# [Records shown]
Segment Open
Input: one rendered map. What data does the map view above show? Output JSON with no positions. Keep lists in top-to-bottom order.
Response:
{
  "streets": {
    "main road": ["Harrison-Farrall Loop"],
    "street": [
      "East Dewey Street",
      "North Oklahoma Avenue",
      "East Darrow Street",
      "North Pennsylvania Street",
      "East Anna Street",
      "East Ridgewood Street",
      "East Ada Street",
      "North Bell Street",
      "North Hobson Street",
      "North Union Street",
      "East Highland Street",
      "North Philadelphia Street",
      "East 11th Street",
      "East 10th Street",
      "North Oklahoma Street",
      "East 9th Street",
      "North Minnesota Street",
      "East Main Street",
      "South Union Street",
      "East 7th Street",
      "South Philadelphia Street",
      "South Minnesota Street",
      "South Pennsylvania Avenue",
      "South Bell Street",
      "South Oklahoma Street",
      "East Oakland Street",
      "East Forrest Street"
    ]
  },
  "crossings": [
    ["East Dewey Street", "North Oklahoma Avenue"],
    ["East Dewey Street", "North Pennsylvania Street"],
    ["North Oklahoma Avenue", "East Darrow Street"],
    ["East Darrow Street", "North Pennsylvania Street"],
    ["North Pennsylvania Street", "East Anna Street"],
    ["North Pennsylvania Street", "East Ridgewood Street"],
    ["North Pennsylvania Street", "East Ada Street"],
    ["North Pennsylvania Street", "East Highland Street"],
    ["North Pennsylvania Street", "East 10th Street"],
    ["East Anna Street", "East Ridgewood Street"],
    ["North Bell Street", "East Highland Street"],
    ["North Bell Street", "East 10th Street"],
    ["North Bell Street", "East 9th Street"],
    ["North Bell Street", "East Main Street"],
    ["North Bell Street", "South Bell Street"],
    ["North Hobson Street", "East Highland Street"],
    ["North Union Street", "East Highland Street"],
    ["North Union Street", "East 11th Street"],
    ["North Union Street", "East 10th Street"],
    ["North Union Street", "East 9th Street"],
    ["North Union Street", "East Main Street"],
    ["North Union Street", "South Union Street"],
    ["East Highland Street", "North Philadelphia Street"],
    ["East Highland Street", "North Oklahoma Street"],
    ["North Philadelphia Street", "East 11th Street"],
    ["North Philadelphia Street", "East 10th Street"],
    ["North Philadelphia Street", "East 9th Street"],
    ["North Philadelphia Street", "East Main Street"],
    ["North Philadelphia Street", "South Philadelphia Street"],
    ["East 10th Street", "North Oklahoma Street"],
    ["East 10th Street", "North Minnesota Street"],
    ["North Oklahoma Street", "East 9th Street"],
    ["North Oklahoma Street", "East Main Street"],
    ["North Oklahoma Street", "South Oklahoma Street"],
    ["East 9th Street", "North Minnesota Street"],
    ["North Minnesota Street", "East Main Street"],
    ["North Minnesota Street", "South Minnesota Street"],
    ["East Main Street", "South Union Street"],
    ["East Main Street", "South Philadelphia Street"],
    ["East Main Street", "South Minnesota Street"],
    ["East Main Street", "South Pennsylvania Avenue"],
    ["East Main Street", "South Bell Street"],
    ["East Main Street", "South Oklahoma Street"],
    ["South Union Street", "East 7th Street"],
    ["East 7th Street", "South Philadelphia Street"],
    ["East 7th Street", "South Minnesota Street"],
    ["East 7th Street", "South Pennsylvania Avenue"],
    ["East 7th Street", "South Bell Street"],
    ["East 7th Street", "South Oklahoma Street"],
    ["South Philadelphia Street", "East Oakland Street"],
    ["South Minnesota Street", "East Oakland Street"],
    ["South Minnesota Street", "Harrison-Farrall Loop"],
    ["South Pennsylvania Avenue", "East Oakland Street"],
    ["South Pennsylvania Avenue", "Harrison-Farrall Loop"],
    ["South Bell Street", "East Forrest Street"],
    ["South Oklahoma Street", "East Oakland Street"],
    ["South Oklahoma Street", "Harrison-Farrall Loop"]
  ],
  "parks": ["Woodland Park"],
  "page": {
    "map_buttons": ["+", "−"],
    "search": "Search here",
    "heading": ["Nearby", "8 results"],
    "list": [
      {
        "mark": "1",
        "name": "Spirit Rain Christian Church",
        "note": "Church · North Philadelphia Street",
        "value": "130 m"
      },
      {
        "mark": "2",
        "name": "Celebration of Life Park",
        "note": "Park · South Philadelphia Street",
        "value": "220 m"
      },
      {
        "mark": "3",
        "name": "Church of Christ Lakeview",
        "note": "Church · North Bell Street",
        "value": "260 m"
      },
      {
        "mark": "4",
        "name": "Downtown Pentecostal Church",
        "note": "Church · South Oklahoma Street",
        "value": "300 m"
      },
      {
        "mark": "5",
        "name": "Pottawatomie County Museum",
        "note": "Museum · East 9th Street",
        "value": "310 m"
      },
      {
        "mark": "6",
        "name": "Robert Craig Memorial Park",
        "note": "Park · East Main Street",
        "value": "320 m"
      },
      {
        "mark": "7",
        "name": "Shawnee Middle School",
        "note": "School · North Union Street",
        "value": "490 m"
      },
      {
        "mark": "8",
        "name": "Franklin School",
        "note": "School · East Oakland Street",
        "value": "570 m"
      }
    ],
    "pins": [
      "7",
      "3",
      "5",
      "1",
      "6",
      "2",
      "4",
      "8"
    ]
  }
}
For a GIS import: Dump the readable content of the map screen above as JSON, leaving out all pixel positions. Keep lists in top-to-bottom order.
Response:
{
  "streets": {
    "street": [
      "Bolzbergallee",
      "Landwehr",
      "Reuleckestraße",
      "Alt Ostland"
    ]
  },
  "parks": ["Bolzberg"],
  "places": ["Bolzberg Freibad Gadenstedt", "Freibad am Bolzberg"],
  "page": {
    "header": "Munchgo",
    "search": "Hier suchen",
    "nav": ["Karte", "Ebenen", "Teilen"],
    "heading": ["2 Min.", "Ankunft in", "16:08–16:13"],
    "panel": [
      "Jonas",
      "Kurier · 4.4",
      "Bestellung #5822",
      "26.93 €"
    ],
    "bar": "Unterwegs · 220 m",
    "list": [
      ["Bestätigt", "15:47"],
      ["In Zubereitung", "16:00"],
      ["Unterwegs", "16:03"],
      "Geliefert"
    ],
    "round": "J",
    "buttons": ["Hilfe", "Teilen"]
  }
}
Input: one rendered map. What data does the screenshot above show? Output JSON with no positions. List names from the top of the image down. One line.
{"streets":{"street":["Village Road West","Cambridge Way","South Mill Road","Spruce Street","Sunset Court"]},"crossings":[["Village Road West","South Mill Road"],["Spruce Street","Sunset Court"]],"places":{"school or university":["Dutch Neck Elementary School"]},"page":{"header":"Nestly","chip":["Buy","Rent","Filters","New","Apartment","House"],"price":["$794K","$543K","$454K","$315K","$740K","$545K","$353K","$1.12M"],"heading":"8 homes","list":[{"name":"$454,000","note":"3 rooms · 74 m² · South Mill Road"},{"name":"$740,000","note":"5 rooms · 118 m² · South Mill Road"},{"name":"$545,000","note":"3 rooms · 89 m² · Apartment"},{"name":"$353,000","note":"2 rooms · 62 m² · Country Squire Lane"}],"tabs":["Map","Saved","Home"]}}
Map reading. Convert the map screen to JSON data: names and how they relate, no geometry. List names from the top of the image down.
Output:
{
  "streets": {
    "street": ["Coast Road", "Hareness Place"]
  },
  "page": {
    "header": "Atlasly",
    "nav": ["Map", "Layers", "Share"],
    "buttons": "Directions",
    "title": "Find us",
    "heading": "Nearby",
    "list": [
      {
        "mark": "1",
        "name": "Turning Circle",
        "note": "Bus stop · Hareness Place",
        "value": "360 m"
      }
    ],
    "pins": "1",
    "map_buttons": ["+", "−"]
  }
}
Segment Closed
# [Task instructions]
In the records, which lines mention the word "search"? Copy those lines.

# [Answer]
    "search": "Search here",
    "search": "Hier suchen",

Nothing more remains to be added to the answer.